• Charles Baloyi

Student athletes hit hard by lockdown

Middle-distance runner Milton Kekana is feeling the impact of the Covid-19 pandemic. When fellow athletes smiled to the bank to withdraw the R20 000 relief funding handed out by the sports minister Nathi Mthethwa in July, Kekana got nothing because he got misinformed about the claiming process. “I did not receive the relief fund. I got the wrong information and ended up missing the submission date. The money would have made a huge difference in my life. I was angry at myself, but had no choice but to accept the situation for what it is,” he said.


Kekana receives an award at his alma mater TUT for his athletic achievements.

The Zebediela born runner did manage to apply for the provincial relief funding though, which could see athletes paid R6000 by Gauteng MEC for Sport Mbali Hlophe any day now. It means that the only funds Kekana has received since the start of the lockdown in March is R3000 which was paid to him by Athletics Gauteng North some weeks ago.

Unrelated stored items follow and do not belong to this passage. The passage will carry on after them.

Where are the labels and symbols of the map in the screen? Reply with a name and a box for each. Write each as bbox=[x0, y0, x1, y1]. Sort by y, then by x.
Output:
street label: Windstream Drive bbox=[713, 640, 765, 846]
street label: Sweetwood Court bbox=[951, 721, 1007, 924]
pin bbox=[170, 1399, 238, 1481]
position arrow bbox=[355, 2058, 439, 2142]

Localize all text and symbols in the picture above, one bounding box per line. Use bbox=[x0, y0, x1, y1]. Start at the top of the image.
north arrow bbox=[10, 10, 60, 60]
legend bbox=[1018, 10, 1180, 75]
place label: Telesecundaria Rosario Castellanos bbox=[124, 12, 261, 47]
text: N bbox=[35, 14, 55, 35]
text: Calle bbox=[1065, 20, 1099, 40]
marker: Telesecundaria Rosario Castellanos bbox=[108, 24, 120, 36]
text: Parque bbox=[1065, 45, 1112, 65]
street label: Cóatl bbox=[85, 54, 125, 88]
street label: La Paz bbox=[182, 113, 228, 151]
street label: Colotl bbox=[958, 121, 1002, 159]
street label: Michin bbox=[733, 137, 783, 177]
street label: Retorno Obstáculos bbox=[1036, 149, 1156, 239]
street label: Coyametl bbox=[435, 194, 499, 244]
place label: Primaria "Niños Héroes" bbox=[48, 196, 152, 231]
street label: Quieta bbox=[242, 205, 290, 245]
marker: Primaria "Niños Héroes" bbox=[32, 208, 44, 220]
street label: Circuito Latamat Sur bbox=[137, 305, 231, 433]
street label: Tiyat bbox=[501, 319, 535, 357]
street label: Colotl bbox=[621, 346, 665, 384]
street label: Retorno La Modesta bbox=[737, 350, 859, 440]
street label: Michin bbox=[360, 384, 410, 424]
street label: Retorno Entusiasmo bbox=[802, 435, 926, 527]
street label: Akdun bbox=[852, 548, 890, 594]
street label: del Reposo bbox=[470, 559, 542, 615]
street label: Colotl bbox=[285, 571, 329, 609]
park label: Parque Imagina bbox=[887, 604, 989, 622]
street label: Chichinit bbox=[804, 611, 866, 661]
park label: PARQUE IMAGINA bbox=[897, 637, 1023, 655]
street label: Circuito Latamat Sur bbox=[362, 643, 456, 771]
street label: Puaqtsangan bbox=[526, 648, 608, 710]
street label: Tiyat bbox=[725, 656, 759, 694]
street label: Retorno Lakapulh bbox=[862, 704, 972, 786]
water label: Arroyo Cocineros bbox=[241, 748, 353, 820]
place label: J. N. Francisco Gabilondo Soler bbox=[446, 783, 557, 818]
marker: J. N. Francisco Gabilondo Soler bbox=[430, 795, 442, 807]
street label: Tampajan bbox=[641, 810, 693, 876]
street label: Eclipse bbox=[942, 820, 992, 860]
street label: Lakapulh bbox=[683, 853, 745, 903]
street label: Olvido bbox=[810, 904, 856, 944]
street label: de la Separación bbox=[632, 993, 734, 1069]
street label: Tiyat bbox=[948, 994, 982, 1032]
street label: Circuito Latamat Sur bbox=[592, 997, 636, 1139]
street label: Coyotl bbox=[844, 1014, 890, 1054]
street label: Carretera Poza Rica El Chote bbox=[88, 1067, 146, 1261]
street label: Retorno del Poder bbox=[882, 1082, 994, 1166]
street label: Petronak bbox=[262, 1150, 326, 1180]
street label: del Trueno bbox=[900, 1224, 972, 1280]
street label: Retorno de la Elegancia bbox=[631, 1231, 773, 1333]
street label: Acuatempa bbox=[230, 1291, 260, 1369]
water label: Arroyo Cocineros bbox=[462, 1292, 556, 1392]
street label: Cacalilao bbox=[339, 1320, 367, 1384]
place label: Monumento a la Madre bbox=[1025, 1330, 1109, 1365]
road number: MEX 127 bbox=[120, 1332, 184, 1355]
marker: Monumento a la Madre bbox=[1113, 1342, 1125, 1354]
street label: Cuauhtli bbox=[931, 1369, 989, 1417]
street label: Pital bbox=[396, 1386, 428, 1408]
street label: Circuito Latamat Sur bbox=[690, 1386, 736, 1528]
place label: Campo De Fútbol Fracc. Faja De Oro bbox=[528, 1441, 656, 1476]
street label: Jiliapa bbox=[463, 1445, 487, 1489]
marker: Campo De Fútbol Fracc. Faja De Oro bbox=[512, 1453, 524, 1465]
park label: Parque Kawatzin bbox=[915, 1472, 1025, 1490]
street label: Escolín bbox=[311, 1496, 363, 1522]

For the soft-spoken runner, the lockdown was the most frustrating period of his life, but he has vowed to soldier on and complete his diploma. "The biggest lesson that I have learned is that I have to complete my diploma so that I don’t rely on running,” said the 25-year old is a second-year Logistics Management at the Tshwane University of Technology.

The 2019 World Student Games 10000m champion got frustrated by attending zoom classes during the lockdown. But he is happy that students ended the year by returning physical classes. “We started attending physical classes at the beginning of November. Zoom is a no-no for me. There are a lot of challenges you experience network problems, and it can get frustrating. I don’t like on-line tests and classes,” said Kekana.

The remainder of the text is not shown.